— Exercise objective —
Write out, word for word, every line in the data below from the one containing "M415,1598L491,1602L488,1677L462,1676L460,1701L410,1698Z" to the one containing "8h14l-1 12H6zM9 8a3", both of them included.

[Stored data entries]
###
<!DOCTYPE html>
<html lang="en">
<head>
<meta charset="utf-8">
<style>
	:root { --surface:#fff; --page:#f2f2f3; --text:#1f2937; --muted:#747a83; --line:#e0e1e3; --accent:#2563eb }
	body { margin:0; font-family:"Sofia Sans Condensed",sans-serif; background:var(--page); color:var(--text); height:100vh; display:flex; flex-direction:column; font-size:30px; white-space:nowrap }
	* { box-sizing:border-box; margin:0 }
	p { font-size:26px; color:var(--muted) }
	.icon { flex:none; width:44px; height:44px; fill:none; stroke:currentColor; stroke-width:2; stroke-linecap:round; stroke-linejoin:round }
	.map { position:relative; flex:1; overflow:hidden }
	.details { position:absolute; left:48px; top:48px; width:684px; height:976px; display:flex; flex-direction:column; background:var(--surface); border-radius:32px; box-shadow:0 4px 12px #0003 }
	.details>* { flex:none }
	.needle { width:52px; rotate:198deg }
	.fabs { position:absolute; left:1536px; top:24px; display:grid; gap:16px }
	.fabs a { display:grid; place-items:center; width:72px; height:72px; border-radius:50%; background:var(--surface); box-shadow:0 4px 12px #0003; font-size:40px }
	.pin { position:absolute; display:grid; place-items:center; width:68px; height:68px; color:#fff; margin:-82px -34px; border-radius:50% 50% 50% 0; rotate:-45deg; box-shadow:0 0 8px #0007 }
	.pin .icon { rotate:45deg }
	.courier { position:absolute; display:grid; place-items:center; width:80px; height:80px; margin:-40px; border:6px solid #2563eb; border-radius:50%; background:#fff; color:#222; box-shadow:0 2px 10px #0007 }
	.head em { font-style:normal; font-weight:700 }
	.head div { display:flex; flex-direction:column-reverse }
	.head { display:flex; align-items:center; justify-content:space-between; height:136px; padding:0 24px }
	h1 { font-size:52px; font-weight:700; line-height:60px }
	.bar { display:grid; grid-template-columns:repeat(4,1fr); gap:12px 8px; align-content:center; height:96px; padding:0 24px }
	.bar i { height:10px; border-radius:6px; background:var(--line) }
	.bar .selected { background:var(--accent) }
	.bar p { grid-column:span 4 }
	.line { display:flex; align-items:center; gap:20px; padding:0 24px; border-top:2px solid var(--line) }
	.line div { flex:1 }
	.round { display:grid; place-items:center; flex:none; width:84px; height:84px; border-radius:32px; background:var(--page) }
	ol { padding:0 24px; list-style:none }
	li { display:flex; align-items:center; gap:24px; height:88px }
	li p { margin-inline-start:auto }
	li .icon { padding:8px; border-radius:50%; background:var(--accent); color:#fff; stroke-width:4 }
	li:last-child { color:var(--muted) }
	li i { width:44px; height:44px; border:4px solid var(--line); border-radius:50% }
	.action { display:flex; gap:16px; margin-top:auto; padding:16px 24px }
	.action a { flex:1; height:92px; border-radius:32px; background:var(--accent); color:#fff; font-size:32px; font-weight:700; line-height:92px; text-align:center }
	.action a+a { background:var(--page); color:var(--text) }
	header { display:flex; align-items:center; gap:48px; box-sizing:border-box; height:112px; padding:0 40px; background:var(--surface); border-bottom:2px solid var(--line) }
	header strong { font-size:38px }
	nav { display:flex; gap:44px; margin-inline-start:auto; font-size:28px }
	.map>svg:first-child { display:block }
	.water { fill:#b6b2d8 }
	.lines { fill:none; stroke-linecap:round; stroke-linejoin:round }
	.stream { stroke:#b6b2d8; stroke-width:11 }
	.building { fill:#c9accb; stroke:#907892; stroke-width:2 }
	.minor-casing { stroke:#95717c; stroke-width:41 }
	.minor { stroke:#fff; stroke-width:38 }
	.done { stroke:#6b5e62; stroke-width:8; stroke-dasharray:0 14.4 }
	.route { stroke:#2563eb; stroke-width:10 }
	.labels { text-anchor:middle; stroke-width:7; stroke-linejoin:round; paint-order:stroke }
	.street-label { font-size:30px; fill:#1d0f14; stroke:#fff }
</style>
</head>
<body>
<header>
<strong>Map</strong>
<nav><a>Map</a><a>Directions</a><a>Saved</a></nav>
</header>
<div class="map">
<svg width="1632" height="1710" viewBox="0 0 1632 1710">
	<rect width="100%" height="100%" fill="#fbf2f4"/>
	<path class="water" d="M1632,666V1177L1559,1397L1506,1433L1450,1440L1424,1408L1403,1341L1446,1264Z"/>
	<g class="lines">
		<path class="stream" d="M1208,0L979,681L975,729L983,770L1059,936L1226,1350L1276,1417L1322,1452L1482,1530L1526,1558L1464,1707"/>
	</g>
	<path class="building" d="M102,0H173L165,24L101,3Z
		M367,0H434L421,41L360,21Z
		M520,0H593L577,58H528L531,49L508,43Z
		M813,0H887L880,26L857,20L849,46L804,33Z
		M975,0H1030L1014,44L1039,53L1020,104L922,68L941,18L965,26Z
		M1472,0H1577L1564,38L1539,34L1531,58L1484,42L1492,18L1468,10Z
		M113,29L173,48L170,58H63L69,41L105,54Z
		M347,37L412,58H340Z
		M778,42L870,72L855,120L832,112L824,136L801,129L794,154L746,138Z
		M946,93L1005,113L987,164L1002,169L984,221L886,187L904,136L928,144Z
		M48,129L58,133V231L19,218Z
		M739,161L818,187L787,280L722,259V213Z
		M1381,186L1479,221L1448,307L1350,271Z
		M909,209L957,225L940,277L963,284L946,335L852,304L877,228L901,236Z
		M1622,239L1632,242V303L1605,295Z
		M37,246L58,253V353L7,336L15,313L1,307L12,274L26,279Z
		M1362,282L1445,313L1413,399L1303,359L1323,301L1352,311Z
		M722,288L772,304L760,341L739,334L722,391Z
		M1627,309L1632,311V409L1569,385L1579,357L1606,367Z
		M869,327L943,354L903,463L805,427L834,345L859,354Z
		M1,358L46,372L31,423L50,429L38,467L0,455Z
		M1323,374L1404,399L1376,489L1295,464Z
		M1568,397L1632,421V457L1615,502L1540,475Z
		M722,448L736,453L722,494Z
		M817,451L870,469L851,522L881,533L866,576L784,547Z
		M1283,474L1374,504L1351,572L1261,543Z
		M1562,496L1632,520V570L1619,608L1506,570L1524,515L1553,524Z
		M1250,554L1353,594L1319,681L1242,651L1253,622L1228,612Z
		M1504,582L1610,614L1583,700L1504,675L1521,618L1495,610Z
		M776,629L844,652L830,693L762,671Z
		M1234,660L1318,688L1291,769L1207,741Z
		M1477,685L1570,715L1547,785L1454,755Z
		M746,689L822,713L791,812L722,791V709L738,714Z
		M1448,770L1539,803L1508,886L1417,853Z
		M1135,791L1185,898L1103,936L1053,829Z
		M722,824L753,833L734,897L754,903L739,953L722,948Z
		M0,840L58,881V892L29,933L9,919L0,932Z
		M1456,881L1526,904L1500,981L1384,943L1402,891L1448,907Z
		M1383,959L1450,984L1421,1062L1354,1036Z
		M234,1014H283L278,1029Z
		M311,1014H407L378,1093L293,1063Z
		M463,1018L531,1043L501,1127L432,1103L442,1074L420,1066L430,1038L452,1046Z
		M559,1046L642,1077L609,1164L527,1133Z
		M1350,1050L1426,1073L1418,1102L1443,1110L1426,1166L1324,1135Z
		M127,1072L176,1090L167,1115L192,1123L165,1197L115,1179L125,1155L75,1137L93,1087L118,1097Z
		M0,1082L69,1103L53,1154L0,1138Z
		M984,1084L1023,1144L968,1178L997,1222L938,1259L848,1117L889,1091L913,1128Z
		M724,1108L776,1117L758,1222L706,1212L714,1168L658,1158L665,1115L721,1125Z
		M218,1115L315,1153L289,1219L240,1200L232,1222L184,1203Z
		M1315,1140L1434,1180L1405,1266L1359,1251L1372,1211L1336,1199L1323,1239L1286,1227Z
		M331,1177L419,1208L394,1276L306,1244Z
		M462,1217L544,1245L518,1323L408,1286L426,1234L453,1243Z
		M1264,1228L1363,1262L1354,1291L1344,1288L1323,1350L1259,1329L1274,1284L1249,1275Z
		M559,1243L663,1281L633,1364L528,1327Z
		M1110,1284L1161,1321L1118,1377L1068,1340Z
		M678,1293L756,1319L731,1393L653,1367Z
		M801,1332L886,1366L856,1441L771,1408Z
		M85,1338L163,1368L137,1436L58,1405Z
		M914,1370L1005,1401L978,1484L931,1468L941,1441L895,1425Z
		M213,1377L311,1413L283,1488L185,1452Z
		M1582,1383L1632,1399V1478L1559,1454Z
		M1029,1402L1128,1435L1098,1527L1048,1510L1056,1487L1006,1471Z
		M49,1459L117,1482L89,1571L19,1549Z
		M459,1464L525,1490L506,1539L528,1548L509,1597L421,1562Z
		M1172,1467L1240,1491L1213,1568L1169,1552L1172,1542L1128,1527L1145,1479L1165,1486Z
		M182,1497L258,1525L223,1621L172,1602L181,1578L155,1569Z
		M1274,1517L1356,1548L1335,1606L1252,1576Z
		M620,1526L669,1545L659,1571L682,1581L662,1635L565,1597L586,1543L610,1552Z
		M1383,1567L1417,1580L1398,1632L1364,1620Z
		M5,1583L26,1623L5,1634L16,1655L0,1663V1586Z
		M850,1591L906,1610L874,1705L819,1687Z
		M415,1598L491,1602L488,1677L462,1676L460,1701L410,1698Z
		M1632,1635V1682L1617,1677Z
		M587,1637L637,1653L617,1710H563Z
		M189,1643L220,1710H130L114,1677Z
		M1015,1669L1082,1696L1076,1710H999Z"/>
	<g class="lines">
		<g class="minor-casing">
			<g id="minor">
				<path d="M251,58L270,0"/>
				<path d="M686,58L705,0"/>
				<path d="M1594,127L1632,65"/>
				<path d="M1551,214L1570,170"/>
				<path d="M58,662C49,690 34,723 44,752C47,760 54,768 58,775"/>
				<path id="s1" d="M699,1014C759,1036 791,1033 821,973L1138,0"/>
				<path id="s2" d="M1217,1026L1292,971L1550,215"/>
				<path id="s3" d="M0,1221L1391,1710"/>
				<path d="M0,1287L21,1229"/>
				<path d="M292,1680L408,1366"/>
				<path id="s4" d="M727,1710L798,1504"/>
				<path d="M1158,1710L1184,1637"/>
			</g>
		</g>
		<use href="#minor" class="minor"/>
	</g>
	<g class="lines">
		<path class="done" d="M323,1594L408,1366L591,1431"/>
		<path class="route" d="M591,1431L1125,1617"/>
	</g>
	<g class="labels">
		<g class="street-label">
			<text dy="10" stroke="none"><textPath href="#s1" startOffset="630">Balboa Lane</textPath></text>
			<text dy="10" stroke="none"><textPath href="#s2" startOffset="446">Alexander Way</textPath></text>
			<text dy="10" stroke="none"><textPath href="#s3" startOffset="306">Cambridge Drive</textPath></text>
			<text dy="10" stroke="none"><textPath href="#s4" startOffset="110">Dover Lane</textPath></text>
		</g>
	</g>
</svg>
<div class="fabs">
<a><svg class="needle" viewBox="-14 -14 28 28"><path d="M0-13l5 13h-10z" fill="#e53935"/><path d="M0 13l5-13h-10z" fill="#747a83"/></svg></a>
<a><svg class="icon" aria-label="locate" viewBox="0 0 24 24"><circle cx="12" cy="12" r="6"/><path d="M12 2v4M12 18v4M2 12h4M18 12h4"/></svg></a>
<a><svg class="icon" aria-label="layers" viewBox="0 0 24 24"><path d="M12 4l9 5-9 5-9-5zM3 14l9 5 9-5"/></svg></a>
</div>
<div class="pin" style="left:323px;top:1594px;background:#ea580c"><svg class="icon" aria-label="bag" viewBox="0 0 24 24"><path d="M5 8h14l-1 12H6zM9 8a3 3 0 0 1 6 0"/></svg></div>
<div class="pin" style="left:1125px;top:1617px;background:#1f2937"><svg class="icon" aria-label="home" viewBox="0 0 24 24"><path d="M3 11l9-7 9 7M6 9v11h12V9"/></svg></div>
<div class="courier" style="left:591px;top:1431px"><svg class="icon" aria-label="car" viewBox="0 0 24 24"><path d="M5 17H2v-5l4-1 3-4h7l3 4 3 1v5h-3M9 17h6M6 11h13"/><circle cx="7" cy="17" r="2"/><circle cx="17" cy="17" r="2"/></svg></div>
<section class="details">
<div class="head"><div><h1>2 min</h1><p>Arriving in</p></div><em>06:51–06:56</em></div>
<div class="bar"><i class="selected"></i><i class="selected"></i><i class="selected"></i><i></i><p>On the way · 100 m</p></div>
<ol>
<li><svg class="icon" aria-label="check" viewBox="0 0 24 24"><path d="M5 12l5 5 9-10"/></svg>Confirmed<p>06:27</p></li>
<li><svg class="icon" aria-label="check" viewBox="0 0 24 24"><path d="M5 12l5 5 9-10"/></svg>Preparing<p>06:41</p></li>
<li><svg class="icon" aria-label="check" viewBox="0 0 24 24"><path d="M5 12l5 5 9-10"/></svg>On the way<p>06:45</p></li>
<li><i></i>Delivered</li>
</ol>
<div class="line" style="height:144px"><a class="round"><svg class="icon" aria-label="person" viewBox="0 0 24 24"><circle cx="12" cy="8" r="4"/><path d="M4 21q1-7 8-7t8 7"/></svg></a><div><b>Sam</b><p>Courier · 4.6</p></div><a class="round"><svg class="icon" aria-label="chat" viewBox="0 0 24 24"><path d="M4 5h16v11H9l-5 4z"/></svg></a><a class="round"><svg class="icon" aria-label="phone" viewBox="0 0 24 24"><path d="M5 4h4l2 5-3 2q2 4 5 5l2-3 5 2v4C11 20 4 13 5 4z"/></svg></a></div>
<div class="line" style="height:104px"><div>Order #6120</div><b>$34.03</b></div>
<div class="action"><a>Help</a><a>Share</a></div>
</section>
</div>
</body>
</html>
###
— The completed task —
		M415,1598L491,1602L488,1677L462,1676L460,1701L410,1698Z
		M1632,1635V1682L1617,1677Z
		M587,1637L637,1653L617,1710H563Z
		M189,1643L220,1710H130L114,1677Z
		M1015,1669L1082,1696L1076,1710H999Z"/>
	<g class="lines">
		<g class="minor-casing">
			<g id="minor">
				<path d="M251,58L270,0"/>
				<path d="M686,58L705,0"/>
				<path d="M1594,127L1632,65"/>
				<path d="M1551,214L1570,170"/>
				<path d="M58,662C49,690 34,723 44,752C47,760 54,768 58,775"/>
				<path id="s1" d="M699,1014C759,1036 791,1033 821,973L1138,0"/>
				<path id="s2" d="M1217,1026L1292,971L1550,215"/>
				<path id="s3" d="M0,1221L1391,1710"/>
				<path d="M0,1287L21,1229"/>
				<path d="M292,1680L408,1366"/>
				<path id="s4" d="M727,1710L798,1504"/>
				<path d="M1158,1710L1184,1637"/>
			</g>
		</g>
		<use href="#minor" class="minor"/>
	</g>
	<g class="lines">
		<path class="done" d="M323,1594L408,1366L591,1431"/>
		<path class="route" d="M591,1431L1125,1617"/>
	</g>
	<g class="labels">
		<g class="street-label">
			<text dy="10" stroke="none"><textPath href="#s1" startOffset="630">Balboa Lane</textPath></text>
			<text dy="10" stroke="none"><textPath href="#s2" startOffset="446">Alexander Way</textPath></text>
			<text dy="10" stroke="none"><textPath href="#s3" startOffset="306">Cambridge Drive</textPath></text>
			<text dy="10" stroke="none"><textPath href="#s4" startOffset="110">Dover Lane</textPath></text>
		</g>
	</g>
</svg>
<div class="fabs">
<a><svg class="needle" viewBox="-14 -14 28 28"><path d="M0-13l5 13h-10z" fill="#e53935"/><path d="M0 13l5-13h-10z" fill="#747a83"/></svg></a>
<a><svg class="icon" aria-label="locate" viewBox="0 0 24 24"><circle cx="12" cy="12" r="6"/><path d="M12 2v4M12 18v4M2 12h4M18 12h4"/></svg></a>
<a><svg class="icon" aria-label="layers" viewBox="0 0 24 24"><path d="M12 4l9 5-9 5-9-5zM3 14l9 5 9-5"/></svg></a>
</div>
<div class="pin" style="left:323px;top:1594px;background:#ea580c"><svg class="icon" aria-label="bag" viewBox="0 0 24 24"><path d="M5 8h14l-1 12H6zM9 8a3 3 0 0 1 6 0"/></svg></div>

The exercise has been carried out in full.